What you should do.
All lines that hold the string "this" should be copied. Find them in the listing below.

Data to examine.
::::::::

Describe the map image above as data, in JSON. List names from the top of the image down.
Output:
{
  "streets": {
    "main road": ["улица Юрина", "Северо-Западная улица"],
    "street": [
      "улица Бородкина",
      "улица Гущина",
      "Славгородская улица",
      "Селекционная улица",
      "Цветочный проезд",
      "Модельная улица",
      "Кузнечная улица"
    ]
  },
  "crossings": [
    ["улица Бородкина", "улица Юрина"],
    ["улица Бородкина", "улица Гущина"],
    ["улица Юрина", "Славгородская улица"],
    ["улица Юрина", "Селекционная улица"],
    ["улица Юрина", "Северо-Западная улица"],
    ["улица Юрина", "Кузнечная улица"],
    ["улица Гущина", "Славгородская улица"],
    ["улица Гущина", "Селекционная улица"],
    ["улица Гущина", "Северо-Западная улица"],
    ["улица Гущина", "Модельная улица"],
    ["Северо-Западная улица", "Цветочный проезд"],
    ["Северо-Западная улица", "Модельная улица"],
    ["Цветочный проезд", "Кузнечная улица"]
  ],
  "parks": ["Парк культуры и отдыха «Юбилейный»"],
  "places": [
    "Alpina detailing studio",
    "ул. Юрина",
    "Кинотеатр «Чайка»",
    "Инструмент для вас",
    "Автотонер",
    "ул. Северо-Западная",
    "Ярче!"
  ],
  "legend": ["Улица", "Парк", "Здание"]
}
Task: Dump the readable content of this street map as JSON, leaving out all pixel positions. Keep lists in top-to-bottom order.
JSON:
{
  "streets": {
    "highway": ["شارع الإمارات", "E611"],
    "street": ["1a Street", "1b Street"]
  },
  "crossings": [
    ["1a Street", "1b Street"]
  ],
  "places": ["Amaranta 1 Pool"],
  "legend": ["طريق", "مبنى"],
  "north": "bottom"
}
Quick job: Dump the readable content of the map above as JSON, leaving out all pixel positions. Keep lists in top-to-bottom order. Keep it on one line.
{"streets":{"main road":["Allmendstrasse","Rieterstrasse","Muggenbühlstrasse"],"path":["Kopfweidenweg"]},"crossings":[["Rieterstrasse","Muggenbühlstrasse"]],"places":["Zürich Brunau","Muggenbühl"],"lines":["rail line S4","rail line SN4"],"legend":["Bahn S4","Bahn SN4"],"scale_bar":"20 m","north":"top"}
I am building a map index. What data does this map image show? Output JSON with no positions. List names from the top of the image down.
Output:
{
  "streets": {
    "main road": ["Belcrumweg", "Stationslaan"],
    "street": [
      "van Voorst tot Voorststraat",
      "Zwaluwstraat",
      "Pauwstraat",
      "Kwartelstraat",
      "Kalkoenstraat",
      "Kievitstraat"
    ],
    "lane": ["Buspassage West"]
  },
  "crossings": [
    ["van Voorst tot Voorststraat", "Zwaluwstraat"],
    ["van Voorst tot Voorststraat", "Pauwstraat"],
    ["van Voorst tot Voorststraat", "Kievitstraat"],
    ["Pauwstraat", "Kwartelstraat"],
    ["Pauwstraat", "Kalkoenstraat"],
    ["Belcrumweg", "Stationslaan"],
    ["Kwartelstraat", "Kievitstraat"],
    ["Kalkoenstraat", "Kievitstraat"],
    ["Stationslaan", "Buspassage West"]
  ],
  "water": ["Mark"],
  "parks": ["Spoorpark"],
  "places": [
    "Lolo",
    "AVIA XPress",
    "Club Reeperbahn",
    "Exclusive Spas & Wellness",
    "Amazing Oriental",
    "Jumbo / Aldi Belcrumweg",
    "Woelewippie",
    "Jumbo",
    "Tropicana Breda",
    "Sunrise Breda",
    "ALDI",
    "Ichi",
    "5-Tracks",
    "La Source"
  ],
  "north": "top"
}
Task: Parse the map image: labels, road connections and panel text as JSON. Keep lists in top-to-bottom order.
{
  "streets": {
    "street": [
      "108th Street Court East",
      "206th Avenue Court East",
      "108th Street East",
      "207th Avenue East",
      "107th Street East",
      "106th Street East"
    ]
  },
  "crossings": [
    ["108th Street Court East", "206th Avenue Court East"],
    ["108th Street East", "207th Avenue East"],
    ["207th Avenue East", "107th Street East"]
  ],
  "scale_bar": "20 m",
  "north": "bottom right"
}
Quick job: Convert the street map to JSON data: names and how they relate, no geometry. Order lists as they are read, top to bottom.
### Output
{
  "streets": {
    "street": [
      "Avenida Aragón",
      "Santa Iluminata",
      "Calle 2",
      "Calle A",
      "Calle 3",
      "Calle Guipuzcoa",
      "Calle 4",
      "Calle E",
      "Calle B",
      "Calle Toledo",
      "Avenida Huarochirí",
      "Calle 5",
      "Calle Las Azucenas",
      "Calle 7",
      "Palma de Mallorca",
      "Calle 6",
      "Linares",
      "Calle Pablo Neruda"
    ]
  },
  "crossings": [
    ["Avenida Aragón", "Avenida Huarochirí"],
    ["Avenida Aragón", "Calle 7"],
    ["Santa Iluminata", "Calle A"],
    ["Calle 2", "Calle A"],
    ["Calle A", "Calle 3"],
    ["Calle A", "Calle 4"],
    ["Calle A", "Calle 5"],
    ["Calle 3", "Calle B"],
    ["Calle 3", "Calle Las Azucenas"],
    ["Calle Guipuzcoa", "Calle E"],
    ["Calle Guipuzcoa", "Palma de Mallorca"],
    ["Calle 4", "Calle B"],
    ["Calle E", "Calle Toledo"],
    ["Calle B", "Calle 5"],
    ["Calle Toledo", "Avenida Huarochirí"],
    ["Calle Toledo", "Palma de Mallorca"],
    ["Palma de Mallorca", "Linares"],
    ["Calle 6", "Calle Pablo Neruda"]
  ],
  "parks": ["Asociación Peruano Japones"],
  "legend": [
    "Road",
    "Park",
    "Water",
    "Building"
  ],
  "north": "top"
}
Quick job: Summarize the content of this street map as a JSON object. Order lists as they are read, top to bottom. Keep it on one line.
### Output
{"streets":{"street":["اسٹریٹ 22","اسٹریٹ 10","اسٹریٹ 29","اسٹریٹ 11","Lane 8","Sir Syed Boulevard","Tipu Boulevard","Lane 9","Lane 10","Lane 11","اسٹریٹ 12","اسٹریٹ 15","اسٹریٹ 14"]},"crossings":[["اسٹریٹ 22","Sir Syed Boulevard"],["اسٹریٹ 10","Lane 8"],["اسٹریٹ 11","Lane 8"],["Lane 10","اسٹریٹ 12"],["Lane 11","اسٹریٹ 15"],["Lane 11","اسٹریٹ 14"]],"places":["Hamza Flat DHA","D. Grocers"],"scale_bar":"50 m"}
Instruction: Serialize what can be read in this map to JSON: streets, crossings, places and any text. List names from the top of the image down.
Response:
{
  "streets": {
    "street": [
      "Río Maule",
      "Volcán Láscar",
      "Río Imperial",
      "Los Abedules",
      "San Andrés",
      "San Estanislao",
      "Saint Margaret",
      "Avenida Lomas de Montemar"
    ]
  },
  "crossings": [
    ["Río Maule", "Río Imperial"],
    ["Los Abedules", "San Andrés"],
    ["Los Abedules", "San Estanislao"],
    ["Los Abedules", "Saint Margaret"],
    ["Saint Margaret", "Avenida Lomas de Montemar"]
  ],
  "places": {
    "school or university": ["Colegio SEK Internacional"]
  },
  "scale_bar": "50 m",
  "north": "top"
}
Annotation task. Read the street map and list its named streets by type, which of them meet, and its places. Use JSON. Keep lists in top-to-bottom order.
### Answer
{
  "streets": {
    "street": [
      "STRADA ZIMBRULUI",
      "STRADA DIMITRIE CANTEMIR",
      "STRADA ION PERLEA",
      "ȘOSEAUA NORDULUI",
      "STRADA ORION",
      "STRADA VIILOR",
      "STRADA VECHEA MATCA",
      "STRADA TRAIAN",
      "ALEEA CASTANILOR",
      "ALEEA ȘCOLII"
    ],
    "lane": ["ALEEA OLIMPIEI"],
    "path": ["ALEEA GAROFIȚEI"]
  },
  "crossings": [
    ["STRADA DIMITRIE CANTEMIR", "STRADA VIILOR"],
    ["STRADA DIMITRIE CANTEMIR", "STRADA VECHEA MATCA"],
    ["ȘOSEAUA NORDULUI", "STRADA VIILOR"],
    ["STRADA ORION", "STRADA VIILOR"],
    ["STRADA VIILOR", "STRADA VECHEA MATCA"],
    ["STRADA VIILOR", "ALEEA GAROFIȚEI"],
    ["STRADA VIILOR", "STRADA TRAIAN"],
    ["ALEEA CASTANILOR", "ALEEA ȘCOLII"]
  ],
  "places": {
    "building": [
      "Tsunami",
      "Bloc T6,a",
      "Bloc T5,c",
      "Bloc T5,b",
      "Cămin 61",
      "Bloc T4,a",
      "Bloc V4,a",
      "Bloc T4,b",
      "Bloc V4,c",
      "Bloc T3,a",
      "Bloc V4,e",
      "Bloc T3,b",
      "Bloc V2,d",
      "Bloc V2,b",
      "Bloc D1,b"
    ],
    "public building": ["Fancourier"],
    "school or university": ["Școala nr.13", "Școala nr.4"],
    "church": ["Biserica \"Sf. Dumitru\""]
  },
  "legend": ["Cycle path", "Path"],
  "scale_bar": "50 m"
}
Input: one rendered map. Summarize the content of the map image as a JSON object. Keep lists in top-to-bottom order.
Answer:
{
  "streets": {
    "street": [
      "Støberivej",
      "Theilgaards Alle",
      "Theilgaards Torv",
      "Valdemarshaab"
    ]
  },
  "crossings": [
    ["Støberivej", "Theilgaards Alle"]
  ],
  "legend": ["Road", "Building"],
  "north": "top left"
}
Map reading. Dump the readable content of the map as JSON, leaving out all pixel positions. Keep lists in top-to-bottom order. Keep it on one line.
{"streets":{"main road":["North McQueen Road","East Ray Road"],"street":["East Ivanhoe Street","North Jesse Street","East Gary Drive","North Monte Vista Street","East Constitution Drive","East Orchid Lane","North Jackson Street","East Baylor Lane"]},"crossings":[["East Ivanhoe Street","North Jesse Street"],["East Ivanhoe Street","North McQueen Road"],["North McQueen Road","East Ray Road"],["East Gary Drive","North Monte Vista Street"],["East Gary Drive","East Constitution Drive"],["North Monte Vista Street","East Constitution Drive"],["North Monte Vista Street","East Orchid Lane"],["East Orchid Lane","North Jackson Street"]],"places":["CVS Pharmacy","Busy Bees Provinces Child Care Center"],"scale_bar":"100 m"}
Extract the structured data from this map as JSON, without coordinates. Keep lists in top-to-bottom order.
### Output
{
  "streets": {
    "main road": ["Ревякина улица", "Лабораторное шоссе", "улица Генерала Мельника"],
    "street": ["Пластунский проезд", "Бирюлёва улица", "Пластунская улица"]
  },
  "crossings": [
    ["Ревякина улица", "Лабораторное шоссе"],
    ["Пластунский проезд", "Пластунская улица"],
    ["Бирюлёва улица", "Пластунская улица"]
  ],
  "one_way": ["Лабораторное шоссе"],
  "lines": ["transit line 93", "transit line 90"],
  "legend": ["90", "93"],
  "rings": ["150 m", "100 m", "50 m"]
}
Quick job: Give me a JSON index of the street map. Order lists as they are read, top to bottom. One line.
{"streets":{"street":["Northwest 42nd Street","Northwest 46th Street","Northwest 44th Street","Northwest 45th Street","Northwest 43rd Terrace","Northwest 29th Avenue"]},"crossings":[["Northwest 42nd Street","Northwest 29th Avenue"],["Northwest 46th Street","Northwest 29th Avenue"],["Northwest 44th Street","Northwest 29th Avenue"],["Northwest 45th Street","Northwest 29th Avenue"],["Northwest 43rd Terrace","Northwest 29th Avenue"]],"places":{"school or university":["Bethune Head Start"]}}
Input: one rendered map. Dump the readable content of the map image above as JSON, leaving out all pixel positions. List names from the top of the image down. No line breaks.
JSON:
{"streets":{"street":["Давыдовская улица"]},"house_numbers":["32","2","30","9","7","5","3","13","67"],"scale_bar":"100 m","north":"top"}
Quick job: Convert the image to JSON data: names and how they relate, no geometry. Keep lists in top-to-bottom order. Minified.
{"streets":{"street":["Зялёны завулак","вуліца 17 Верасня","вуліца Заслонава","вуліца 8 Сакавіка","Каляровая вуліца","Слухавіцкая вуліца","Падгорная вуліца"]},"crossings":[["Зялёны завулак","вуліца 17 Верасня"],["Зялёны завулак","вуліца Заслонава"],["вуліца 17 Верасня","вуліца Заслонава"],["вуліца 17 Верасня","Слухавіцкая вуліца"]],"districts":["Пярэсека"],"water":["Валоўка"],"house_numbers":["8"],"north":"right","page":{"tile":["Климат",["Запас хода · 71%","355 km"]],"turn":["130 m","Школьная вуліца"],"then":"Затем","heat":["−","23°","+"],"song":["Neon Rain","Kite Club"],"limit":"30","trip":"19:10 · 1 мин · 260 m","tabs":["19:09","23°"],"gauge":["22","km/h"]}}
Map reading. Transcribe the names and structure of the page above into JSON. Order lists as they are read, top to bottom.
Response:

::::::::

Exercise output.
Task: Dump the readable content of this street map as JSON, leaving out all pixel positions. Keep lists in top-to-bottom order.
I am building a map index. What data does this map image show? Output JSON with no positions. List names from the top of the image down.
Quick job: Summarize the content of this street map as a JSON object. Order lists as they are read, top to bottom. Keep it on one line.
Instruction: Serialize what can be read in this map to JSON: streets, crossings, places and any text. List names from the top of the image down.
Extract the structured data from this map as JSON, without coordinates. Keep lists in top-to-bottom order.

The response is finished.